__EXERCISE AIM__
Copy out the listing that follows, exact in every word, and skip the images.

__DATASET SECTION__
- - - - - - -

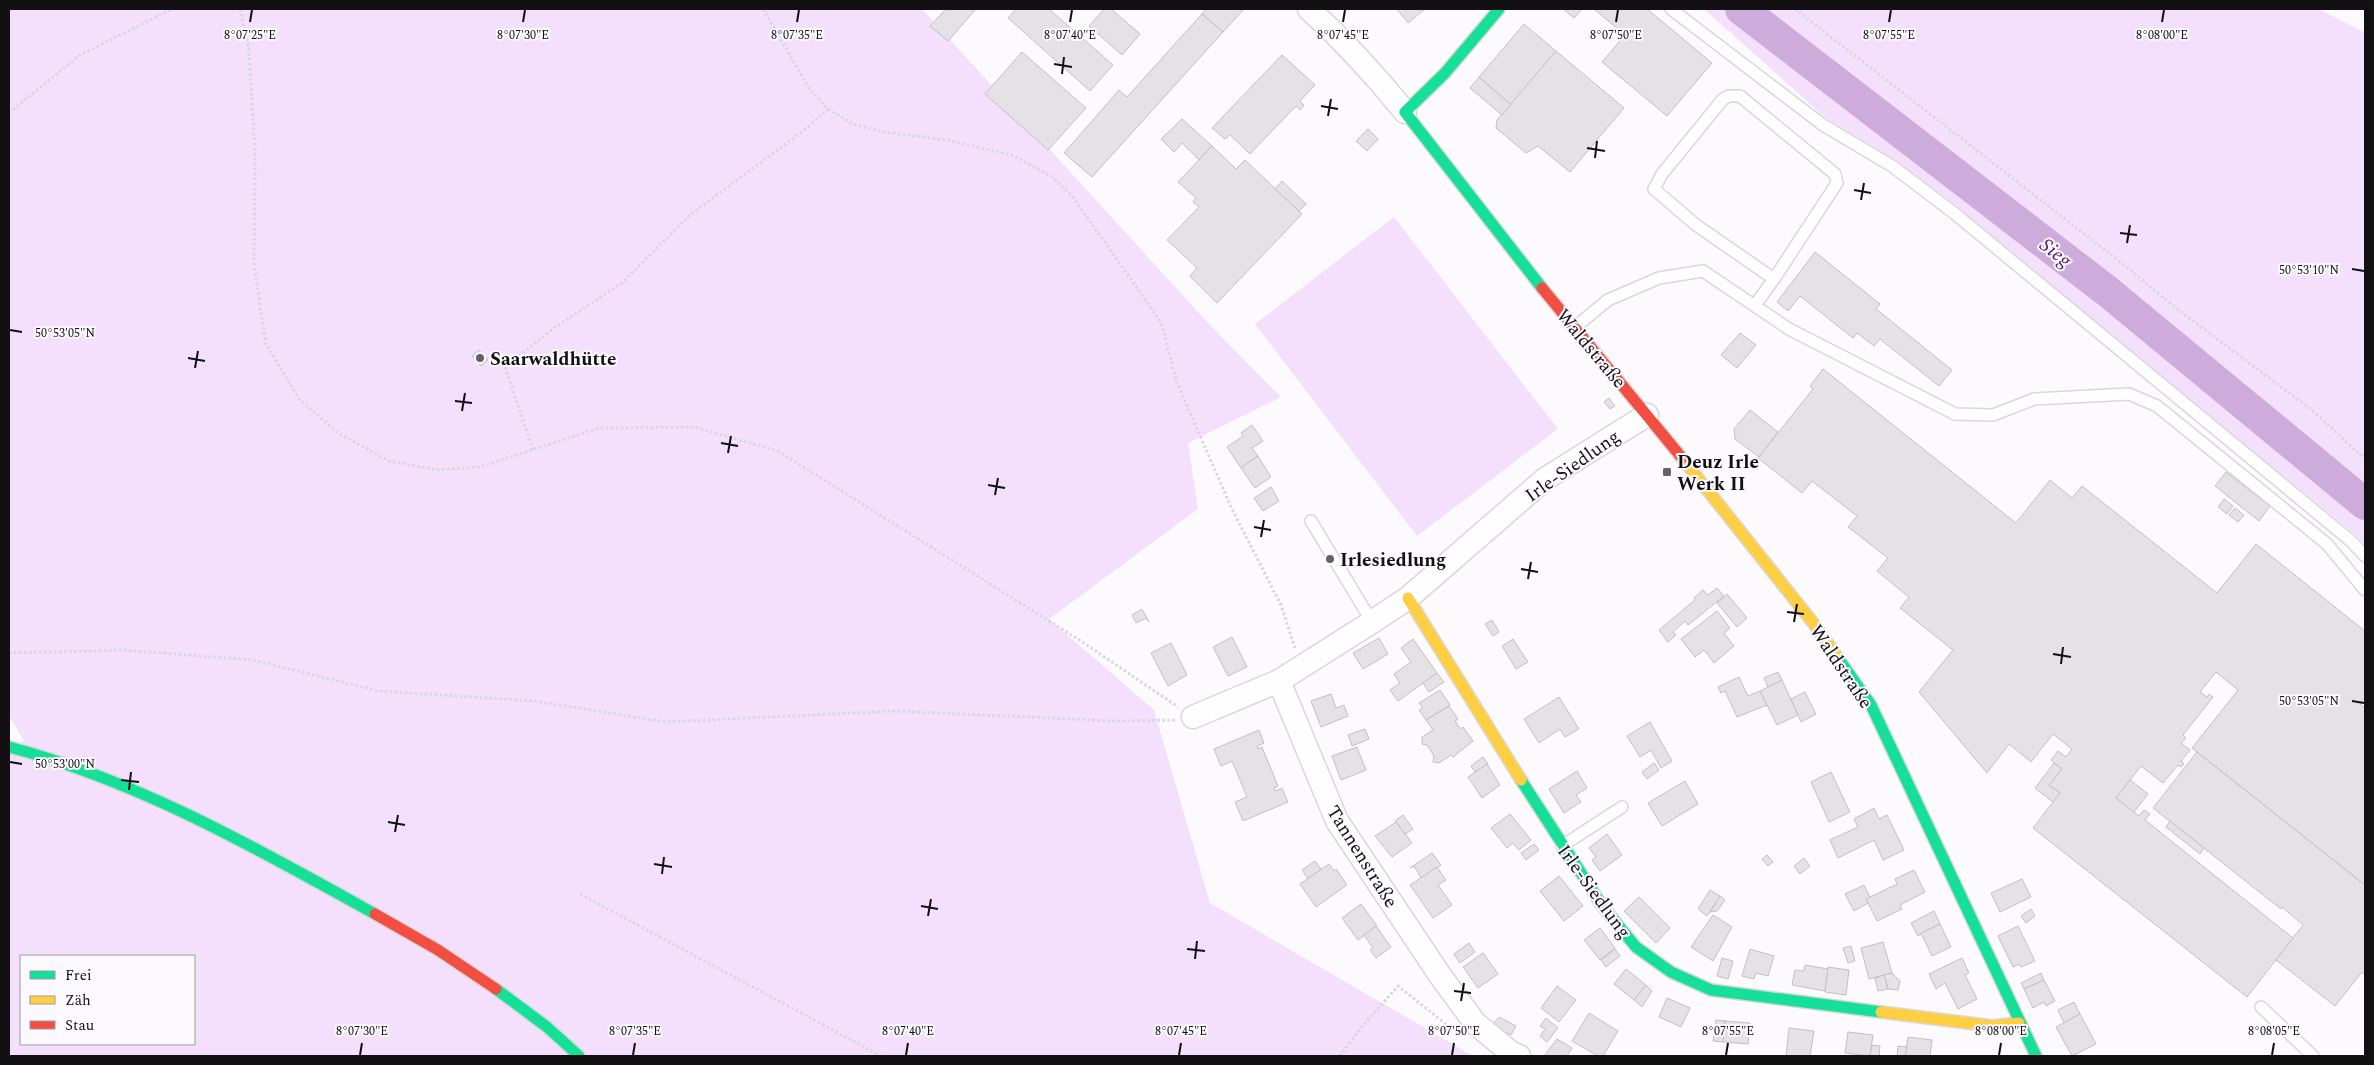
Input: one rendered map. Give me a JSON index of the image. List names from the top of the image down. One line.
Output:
{"streets":{"street":["Waldstraße","Irle-Siedlung","Tannenstraße"]},"crossings":[["Waldstraße","Irle-Siedlung"],["Irle-Siedlung","Tannenstraße"]],"water":["Sieg"],"places":{"other":["Saarwaldhütte","Irlesiedlung"],"transit":["Deuz Irle Werk II"]},"legend":["Frei","Zäh","Stau"],"coordinates":["8°07'25\"E","8°07'30\"E","8°07'35\"E","8°07'40\"E","8°07'45\"E","8°07'50\"E","8°07'55\"E","8°08'00\"E","50°53'10\"N","50°53'05\"N","50°53'00\"N","8°08'05\"E"]}
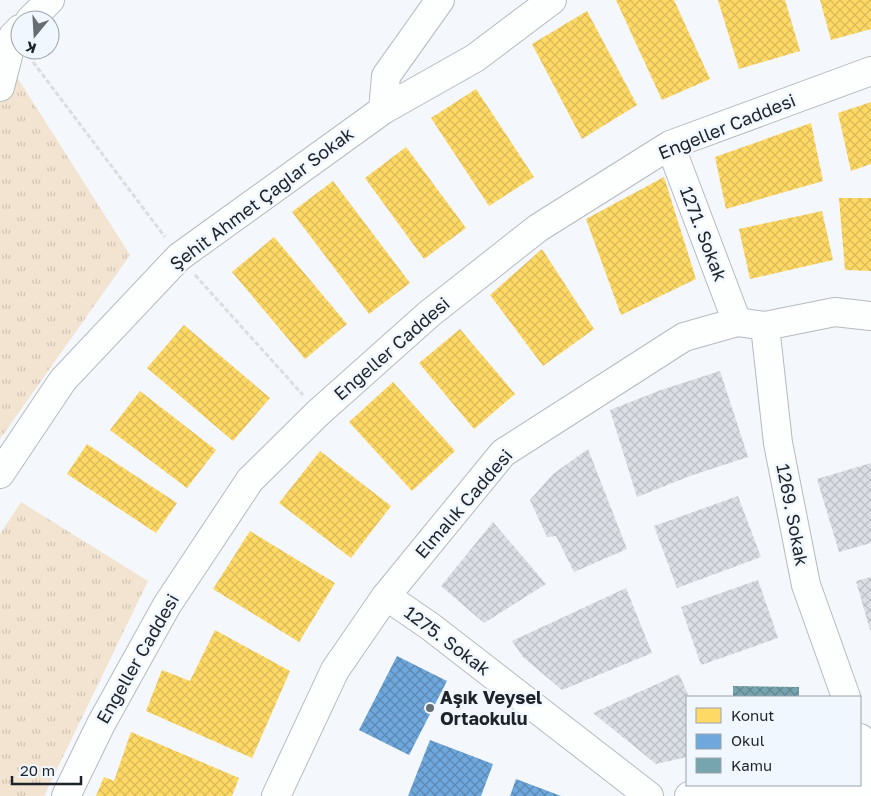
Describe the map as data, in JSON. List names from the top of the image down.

- - - - - - -

__YOUR SOLUTION__
Input: one rendered map. Give me a JSON index of the image. List names from the top of the image down. One line.
Output:
{"streets":{"street":["Waldstraße","Irle-Siedlung","Tannenstraße"]},"crossings":[["Waldstraße","Irle-Siedlung"],["Irle-Siedlung","Tannenstraße"]],"water":["Sieg"],"places":{"other":["Saarwaldhütte","Irlesiedlung"],"transit":["Deuz Irle Werk II"]},"legend":["Frei","Zäh","Stau"],"coordinates":["8°07'25\"E","8°07'30\"E","8°07'35\"E","8°07'40\"E","8°07'45\"E","8°07'50\"E","8°07'55\"E","8°08'00\"E","50°53'10\"N","50°53'05\"N","50°53'00\"N","8°08'05\"E"]}
Describe the map as data, in JSON. List names from the top of the image down.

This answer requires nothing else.